There’s no doubt that modern eyecare has embraced the rebirth of scleral lenses. Scleral GP contact lenses are the fastest growing segment of the GP market.¹ Lens material manufacturers are providing large-diameter, high-Dk lens buttons. In addition, lens manufacturers are introducing designs to enhance fitting success and to improve patient outcomes. Online fitting tools are available for practitioners to modify lens designs, providing better control of the scleral lens vault over the cornea and limbus and for better lens alignment over the asymmetric sclera. New technology is available to more accurately measure scleral shape, allowing for a more accurate lens design and fit. The number of practitioners mastering scleral lens fitting skills continues to increase.

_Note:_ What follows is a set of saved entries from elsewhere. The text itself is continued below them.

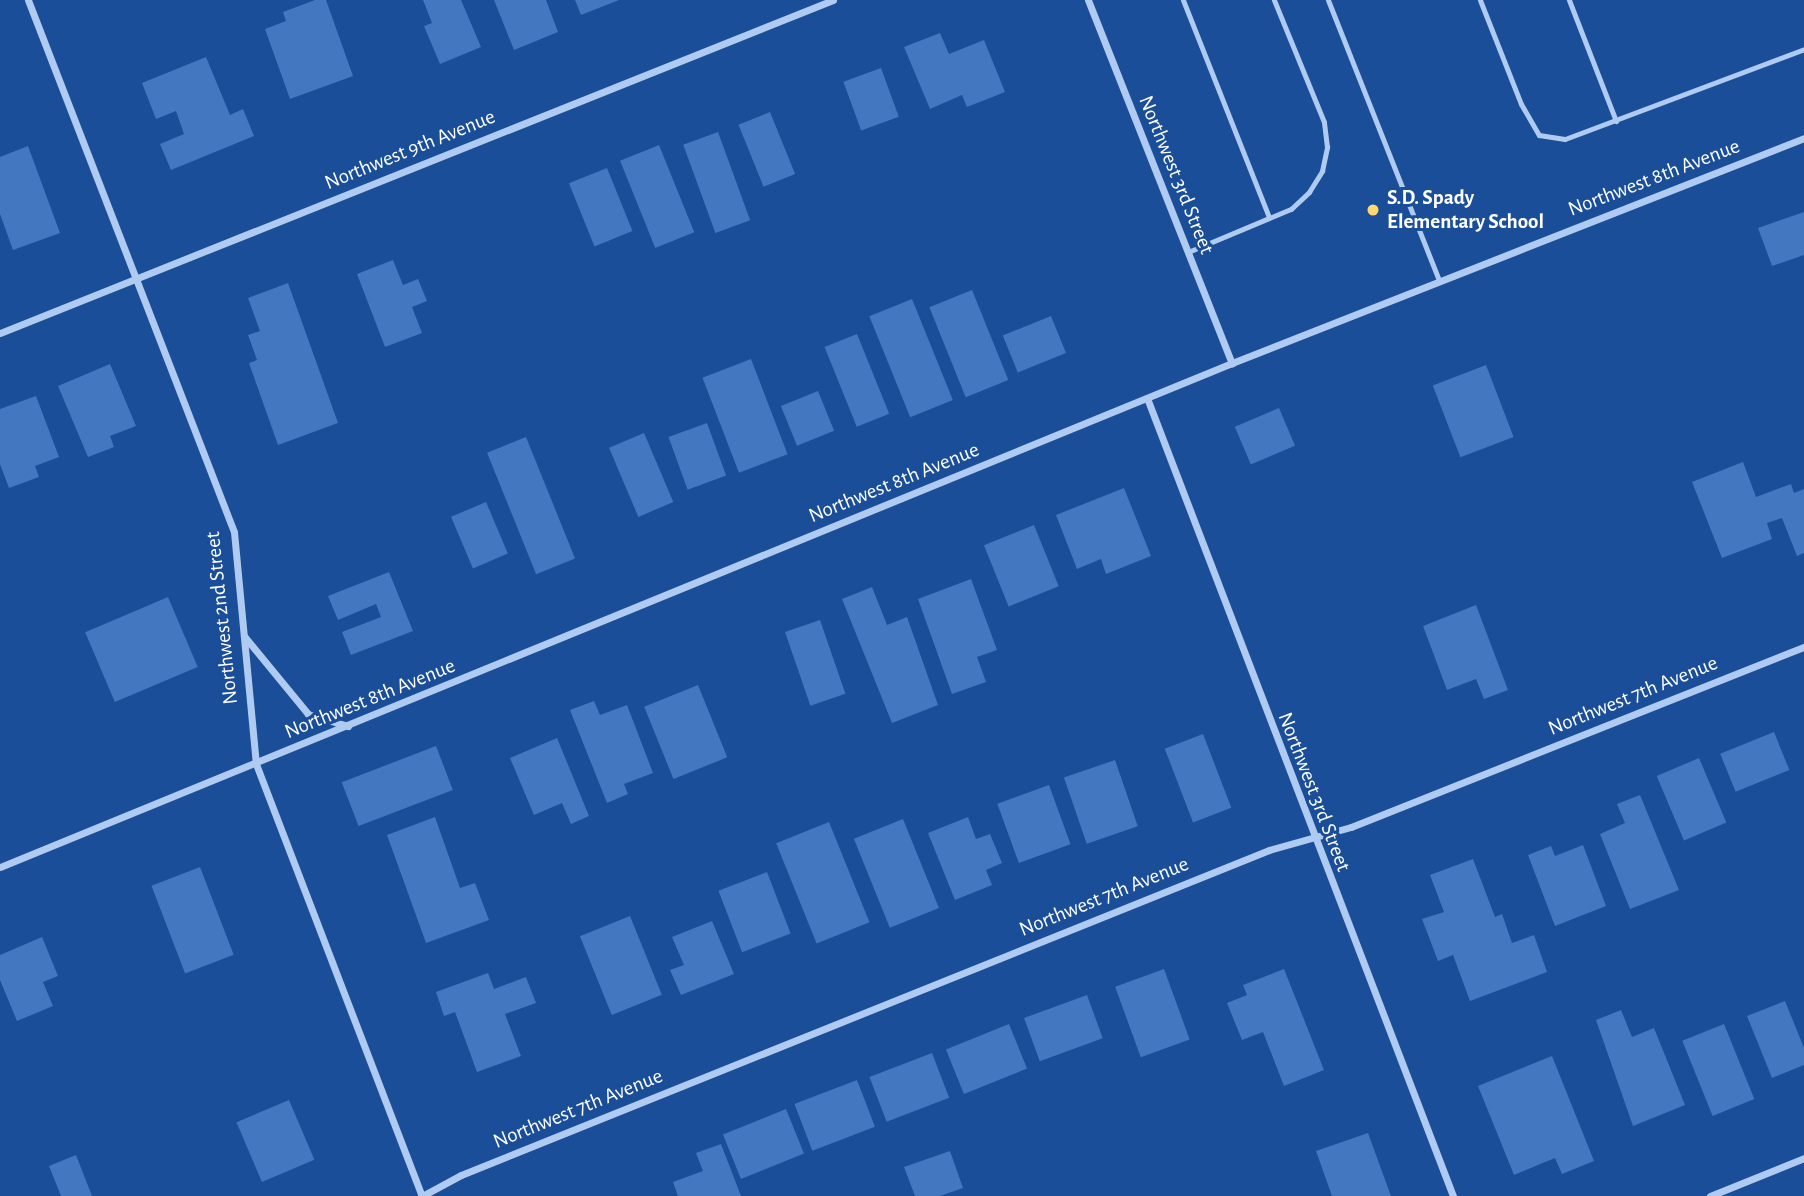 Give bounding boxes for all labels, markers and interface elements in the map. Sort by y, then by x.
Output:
street label: Northwest 3rd Street [1133,92,1219,258]
street label: Northwest 9th Avenue [321,104,499,196]
street label: Northwest 8th Avenue [1565,134,1743,222]
place label: S.D. Spady Elementary School [1387,185,1544,235]
marker: S.D. Spady Elementary School [1365,202,1381,218]
street label: Northwest 8th Avenue [805,437,983,529]
street label: Northwest 2nd Street [200,530,244,706]
street label: Northwest 7th Avenue [1545,650,1721,742]
street label: Northwest 8th Avenue [281,653,459,745]
street label: Northwest 3rd Street [1272,709,1356,875]
street label: Northwest 7th Avenue [1016,851,1192,943]
street label: Northwest 7th Avenue [490,1063,666,1155]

The use of scleral lenses to treat complex corneal diseases (i.e., irregular corneas and/or ocular surface disease) also continues to grow. More and more practitioners are realizing the benefits that these lenses can offer with regard to visual rehabilitation and ocular surface function restoration. These lenses offer great benefits that can translate into patient comfort; great best-corrected visual acuity (BCVA); ocular surface protection from the environment of the lids, desiccation, and/or chronic exposure; and even corneal remodeling. However, complications can also arise.

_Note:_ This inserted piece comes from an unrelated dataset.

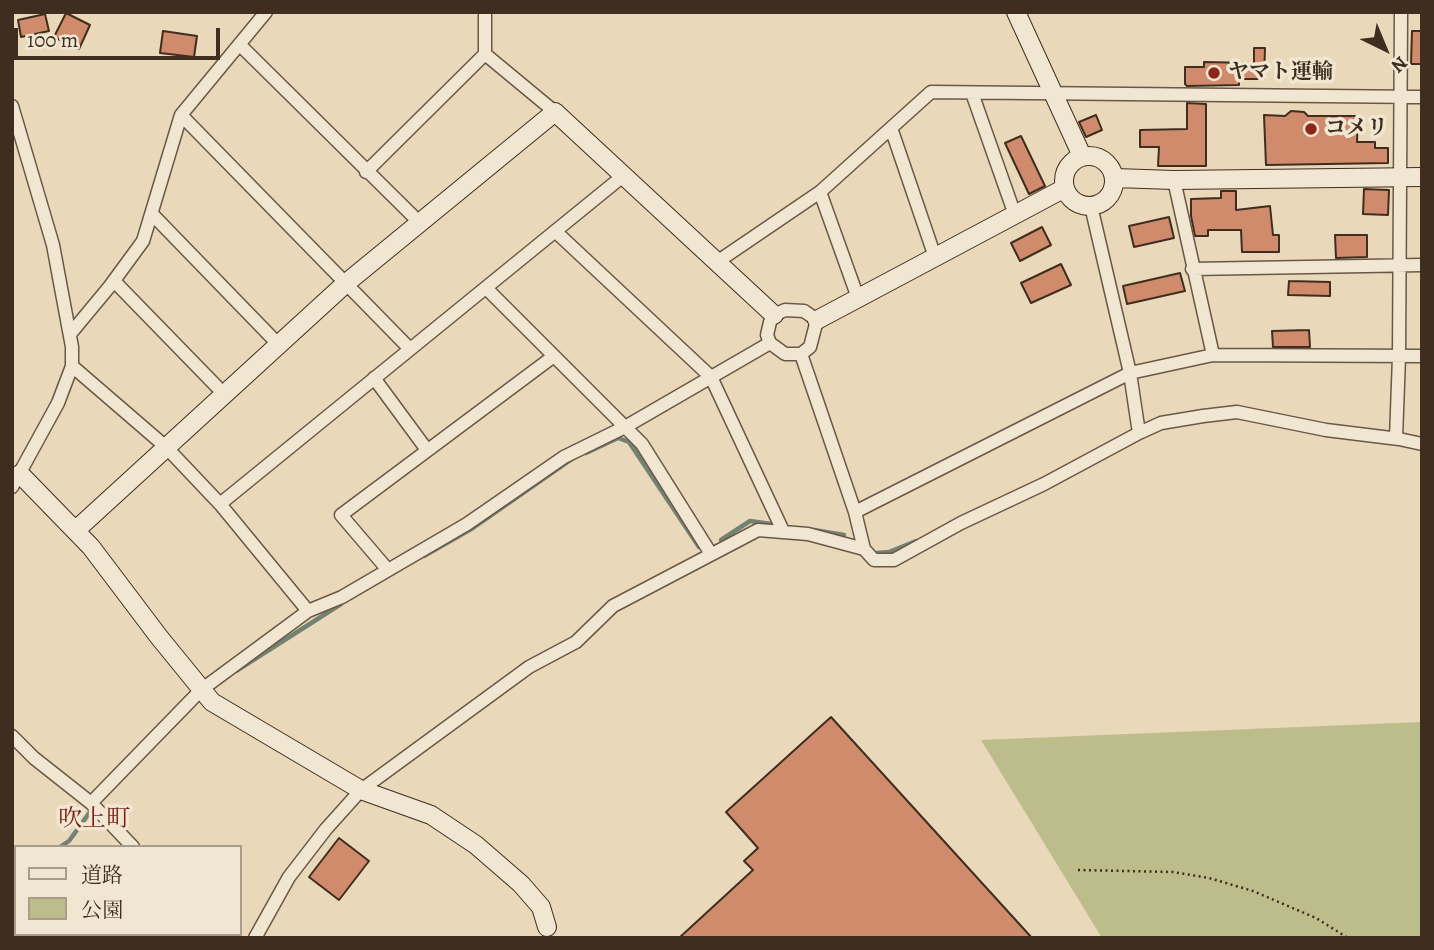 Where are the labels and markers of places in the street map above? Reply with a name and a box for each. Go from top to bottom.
place label: ヤマト運輸 [1228,60,1333,86]
marker: ヤマト運輸 [1206,65,1222,81]
place label: コメリ [1325,116,1388,142]
marker: コメリ [1303,121,1319,137]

To be better equipped to manage complications that may arise secondary to—or during—scleral lens wear, it is critical to understand the disease etiology being treated and the underlying factors that can lead to these complications. For example, one complication that can arise that is often discussed but not necessarily well understood is corneal edema.

In this article, we will review and discuss the causes and treatment options for corneal edema in the setting of scleral lens wear.

CAUSES OF CORNEAL EDEMA

Clinical corneal edema can arise secondary to congenital, degenerative, traumatic, or inflammatory processes as well as to changes in intraocular pressure (IOP).² At a pathophysiological level, it can be due to some malfunction in the endothelium, an increase in IOP, or a combination of both.^2,3

In the context of scleral lens wear, several factors should also be ruled out when observing corneal edema during scleral lens wear: a) hypoxia, which, in turn, is affected by the oxygen permeability of the lens material; b) increase in IOP; c) functional condition of the endothelium; and d) the presence of negative pressure (suction) under a scleral lens.⁴

Hypoxia The corneal epithelium receives most of the oxygen required for normal metabolism from atmospheric oxygen that dissolves in the tear layer. Historically, contact lenses were first made with glass and then PMMA plastic, materials that are impermeable to oxygen. These early scleral lenses could be worn for just a few hours before oxygen deprivation problems developed. For instance, Sattler’s veil (a.k.a. Fick’s phenomenon) is a clouding of the corneal epithelium due to an insufficient supply of oxygen caused by the oxygen-impermeable contact lens creating a barrier to the acquisition of oxygen.5 With removal of these early scleral lenses, the corneal clouding quickly resolved.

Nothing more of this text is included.